Fishermen take control of their future

Scarborough fishermen are taking the future into their own hands and setting up a cooperative in the hope of getting a better price for their fish.

The group, which is set to start in the next couple of weeks, will be called Scarborough Fishermen’s Cooperative and is being supported by the Department for Environment, Food and Rural Affairs (Defra).

The initiative came about as part of Defra’s work to help the “under 10” fleet - boats under 10 metres - which make up 74 per cent of the fleet across Britain, but only get four per cent of the quota.

The Government department has made support and funding available for these fishermen, which has resulted in some successful cooperatives being set up, particularly in the south of England.

Now, a five-strong group in Scarborough have decided to take the opportunity as a way of fighting back against the tough times the industry has faced in recent years.

Bob Roberts, owner of Capernaum which fishes out of Scarborough, said: “It will mean people being able to come and buy the product direct from us on the pier.

“We are hoping to get grant money for a van and it would be nice to have a shop.

“It will also give us the ability to look at different markets.”

Mr Roberts added that other ideas include issuing buyers, such as hotels and restaurants, with a sticker to display on their premises to show they buy local fish.

Then if establishments say they’re using local fish and in reality they’re not, Defra can take action.

He also said: “We want to put a tag on every lobster with the name of the boat which landed it, with a QR code for people to scan so they can see the boat online.

“People are interested in where their food has come from.”

Malcolm Ward, who has been fishing for nearly 40 years, is also a founder member of the cooperative.

He said: “We’re in a catch 22 situation now.
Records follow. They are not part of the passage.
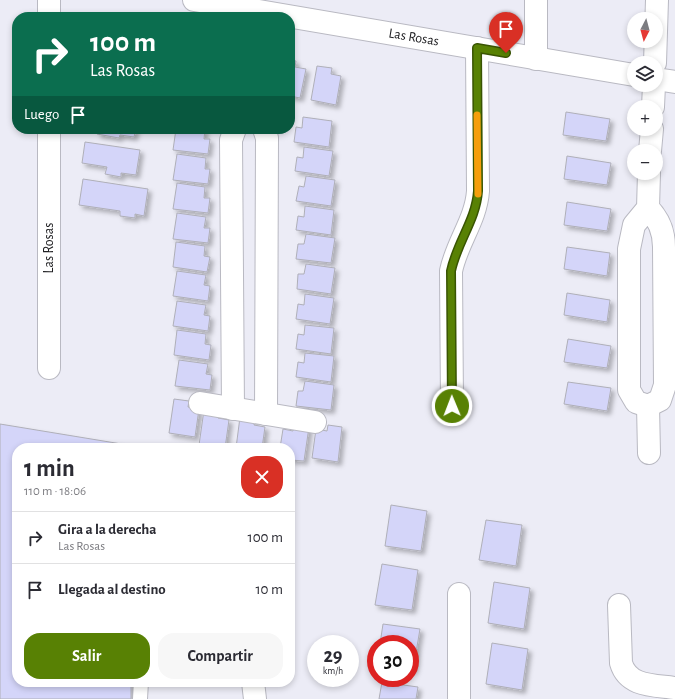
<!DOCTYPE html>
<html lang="es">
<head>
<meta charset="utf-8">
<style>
	body { margin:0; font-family:"Alegreya Sans",sans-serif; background:#f7f7f7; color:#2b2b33; height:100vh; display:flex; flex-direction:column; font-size:15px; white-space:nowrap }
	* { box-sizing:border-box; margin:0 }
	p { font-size:13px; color:#7c7c81 }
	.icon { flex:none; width:22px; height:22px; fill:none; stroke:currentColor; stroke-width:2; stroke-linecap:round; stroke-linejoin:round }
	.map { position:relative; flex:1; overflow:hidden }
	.sheet { position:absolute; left:12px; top:443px; width:283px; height:244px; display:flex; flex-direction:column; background:#fff; border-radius:16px; box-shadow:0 2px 6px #0003 }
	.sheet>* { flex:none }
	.top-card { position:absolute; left:12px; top:12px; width:283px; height:122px; border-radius:16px; box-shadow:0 2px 6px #0003; background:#0b6e4f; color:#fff; overflow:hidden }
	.needle { width:26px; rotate:186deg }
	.fabs { position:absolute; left:627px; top:12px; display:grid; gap:8px }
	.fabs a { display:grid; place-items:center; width:36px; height:36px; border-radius:50%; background:#fff; box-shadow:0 2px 6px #0003; font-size:20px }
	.speed { position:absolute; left:307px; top:635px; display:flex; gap:8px; font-size:20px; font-weight:700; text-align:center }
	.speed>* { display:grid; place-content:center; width:52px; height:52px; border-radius:50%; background:#fff; box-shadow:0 2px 6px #0003; line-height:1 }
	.speed small { font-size:10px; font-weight:400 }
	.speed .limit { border:6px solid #d22; background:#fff; color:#111 }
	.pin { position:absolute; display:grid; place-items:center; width:34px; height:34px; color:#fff; margin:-41px -17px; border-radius:50% 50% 50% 0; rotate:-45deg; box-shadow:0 0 4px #0007 }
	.pin .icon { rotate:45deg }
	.me { position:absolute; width:44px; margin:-22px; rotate:359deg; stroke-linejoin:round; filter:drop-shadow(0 0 3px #0008) }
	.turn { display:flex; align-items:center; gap:14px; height:84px; padding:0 12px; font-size:18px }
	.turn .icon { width:52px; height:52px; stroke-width:2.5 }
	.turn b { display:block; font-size:28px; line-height:34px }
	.then { display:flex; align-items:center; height:38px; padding:0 12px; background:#0003; gap:8px; font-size:15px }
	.round { display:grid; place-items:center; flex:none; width:42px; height:42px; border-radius:16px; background:#f7f7f7 }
	.headline { display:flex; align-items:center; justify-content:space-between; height:68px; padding:0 12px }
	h1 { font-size:24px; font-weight:600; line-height:30px }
	.action { display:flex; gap:8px; margin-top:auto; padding:8px 12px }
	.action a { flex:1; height:46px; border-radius:16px; background:#588104; color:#fff; font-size:16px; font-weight:600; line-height:46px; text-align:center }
	.action a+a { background:#f7f7f7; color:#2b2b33 }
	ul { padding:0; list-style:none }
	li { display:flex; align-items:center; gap:12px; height:52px; padding:0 12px; border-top:1px solid #e1e1e2 }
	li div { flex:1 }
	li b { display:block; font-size:15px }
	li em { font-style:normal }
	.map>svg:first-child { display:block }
	.building { fill:#d4d5f9; stroke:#afafb8; filter:url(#shadow) }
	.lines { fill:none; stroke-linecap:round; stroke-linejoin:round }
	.service-casing { stroke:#b9b9c2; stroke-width:16 }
	.minor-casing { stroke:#b9b9c2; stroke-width:24 }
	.tertiary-casing { stroke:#b9b9c2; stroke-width:24 }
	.service { stroke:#fff; stroke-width:14 }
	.minor { stroke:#fff; stroke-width:22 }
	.tertiary { stroke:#fff; stroke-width:22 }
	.route-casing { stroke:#395403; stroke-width:10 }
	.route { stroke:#588104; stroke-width:7 }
	.slow { stroke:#f59e0b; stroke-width:7 }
	.labels { text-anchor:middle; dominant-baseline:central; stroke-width:3; stroke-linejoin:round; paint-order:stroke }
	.street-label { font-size:14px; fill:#202023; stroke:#fff }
</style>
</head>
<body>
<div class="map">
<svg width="675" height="699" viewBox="0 0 675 699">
	<defs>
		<filter id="shadow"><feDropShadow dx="3.5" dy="3.5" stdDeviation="2" flood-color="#0004"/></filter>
	</defs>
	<rect width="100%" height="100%" fill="#ececf6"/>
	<g class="building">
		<path d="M290,60l6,1 -1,6 11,2 -6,29 -10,-2z"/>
		<path d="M317,66l15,2 -1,6 10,2 -5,29 -25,-5z"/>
		<path d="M566,112l44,7 -4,22 -43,-6z"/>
		<path d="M303,117l29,4 -3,26 -35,-5 2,-15 6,1z"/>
		<path d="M98,129h38l-2,8 -14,-2 -1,3 -22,-4z"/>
		<path d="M176,129h29l-1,10h6l-2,15 -35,-4z"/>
		<path d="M85,142l55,8 -4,25 -15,-2v4l-16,-3 2,-7 -25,-4z"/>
		<path d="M304,147l29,4 -4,25 -34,-5 2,-14 6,1z"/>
		<path d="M177,154l29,4 -1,11h5l-2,15 -35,-4z"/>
		<path d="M567,156l44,7 -4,22 -43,-6z"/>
		<path d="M306,176l29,4 -4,26 -35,-5 3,-15 5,1z"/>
		<path d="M83,179l65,10 -4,27 -9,-2v4l-15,-2v-5l-41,-6z"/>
		<path d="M177,183l28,4 -1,11h6l-2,15 -35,-4z"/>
		<path d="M567,202l44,7 -4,22 -43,-6z"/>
		<path d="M305,206l29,4 -3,25 -35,-5 2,-14 6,1z"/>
		<path d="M177,213l29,4 -2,11h6l-2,15 -35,-4z"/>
		<path d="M306,234l29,4 -4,25 -35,-4 2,-15h6z"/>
		<path d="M176,242l29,4 -1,10 6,1 -3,15 -34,-5z"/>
		<path d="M567,247l43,6 -3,23 -43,-7z"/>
		<path d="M306,264l29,4 -4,26 -34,-5 1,-15h6z"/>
		<path d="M177,271l29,4 -2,10 6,1 -2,15 -35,-5z"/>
		<path d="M567,293l43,7 -3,22 -43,-7z"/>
		<path d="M305,294l29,4 -4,26 -34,-5 2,-15 6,1z"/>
		<path d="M177,301l29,4 -2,10 6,1 -2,15 -35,-5z"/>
		<path d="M305,325l29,3 -3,26 -35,-5 2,-15 6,1z"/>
		<path d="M177,330l29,4 -1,10 6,1 -2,15 -35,-5z"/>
		<path d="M568,339l43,7 -4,22 -43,-6z"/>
		<path d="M305,353l29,3 -3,26 -35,-5 2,-15 6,1z"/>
		<path d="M179,360l29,4 -2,10 6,1 -2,15 -35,-4z"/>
		<path d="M305,381l29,4 -3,25 -35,-4 2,-15h5z"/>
		<path d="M568,382l43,6 -4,23 -43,-7z"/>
		<path d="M174,399l15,2 -1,6 11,2 -4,28 -26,-4z"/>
		<path d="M204,410l15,2 -1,6 11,2 -4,28 -26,-3z"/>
		<path d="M240,417l15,2 -1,6 11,2 -3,21h-26z"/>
		<path d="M0,424l146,24h-129v234h114v17h-131z"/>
		<path d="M294,425l15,2 -5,34 -14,-1v-12h-10l3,-19 10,2z"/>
		<path d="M328,425l14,2 -4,35 -26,-4 4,-29 11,2z"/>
		<path d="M391,505l36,6 -6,40 -36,-5z"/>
		<path d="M486,520l36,5 -6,41 -37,-6z"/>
		<path d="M382,564l36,6 -6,40 -37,-5z"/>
		<path d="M494,582l36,6 -6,41 -36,-6z"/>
		<path d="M383,624l37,5 -7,41 -3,-1v-25h-30z"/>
		<path d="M492,643l36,6 -6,41 -36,-6z"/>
		<path d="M382,682l36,5 -2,12h-37z"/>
	</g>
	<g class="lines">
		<defs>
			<path id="service" d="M140,699l1,-17"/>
			<g id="minor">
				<path d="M536,0v59"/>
				<path d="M49,17v-17"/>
				<path d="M655,63l2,-63"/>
				<path d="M653,107l1,-22"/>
				<path d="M264,129l3,9 -1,276"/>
				<path d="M650,151l2,-22"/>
				<path d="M648,208c11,11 16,23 16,39l1,138 -5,15 -12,6 -12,-4 -7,-12v-141l5,-24 14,-17 1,-35"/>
				<path d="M49,368v-239"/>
				<path d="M200,403l115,19"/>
				<path d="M452,405l-1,-134c6,-29 25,-51 27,-80l-1,-143"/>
				<path d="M648,406l1,47"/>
				<path d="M233,409l-2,-269 4,-11"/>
				<path d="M619,605l2,58c7,24 33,22 54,25"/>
				<path d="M253,682l2,17"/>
				<path d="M459,699v-105"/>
			</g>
			<g id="tertiary">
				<path id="s1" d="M194,0l440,75"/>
				<path d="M656,79l19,3"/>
			</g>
		</defs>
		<use href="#service" class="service-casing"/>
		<use href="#minor" class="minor-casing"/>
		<use href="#tertiary" class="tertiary-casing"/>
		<use href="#service" class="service"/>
		<use href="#minor" class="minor"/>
		<use href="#tertiary" class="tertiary"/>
	</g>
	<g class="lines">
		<defs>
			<path id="route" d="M452,406l-1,-135c6,-29 25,-51 27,-80l-1,-143 29,5"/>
		</defs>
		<use href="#route" class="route-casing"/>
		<use href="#route" class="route"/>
		<path class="slow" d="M477,115l1,79"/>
	</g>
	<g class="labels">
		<g class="street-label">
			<text stroke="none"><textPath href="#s1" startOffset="223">Las Rosas</textPath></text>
			<text transform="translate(49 248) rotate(-90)">Las Rosas</text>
		</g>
	</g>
</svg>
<div class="fabs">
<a><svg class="needle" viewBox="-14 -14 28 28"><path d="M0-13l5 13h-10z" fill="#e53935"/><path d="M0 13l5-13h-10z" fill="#7c7c81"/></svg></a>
<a><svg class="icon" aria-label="layers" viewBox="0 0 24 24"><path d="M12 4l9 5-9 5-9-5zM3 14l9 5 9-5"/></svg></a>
<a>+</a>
<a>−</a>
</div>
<div class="speed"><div>29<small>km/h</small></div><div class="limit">30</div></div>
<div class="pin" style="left:506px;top:53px;background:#d93025"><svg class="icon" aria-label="arrive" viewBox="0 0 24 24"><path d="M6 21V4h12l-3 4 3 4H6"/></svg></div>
<svg class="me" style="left:452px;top:406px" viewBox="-20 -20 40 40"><circle r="17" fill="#588104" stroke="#fff" stroke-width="3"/><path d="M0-11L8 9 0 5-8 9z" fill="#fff"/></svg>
<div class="top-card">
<div class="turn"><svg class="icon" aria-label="right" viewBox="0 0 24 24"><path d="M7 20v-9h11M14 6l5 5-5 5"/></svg><div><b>100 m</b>Las Rosas</div></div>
<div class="then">Luego<svg class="icon" aria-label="arrive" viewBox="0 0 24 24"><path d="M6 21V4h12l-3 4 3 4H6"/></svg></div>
</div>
<section class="sheet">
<div class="headline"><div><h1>1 min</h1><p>110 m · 18:06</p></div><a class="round" style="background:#d93025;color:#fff"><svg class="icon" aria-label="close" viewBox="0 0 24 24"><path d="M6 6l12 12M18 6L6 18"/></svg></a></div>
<ul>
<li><svg class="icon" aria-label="right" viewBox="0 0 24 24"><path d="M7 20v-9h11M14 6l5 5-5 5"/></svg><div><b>Gira a la derecha</b><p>Las Rosas</p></div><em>100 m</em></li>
<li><svg class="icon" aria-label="arrive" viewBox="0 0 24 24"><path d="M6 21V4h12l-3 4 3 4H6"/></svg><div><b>Llegada al destino</b></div><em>10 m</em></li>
</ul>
<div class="action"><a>Salir</a><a>Compartir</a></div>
</section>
</div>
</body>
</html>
We’re on the quota system, but we’re not given much quota to play around with, so we have to try and maximise the price.

“We can only land so much, so on our own we can’t give people the quantities that they want.”

Mr Ward added: “It’s tough times now. We’re trying to work with what we’ve got.

“The bigger buyers have moved on to imported fish and stayed with it.”

Mick Handley, who has the vessel Venture, is also taking part in the initiative.

He said: “We need to get better prices and maximise our profit.

“Crabs and lobsters are as cheap to buy as they’ve ever been, but our costs have gone through the roof.”

The cooperative’s other members include Dave Cook, who has the Elvina, and Kenny Chapman, who has Who Cares.

The group is soon meeting with Scarborough Council and Defra to discuss this project and other developments in the pipeline at West Pier.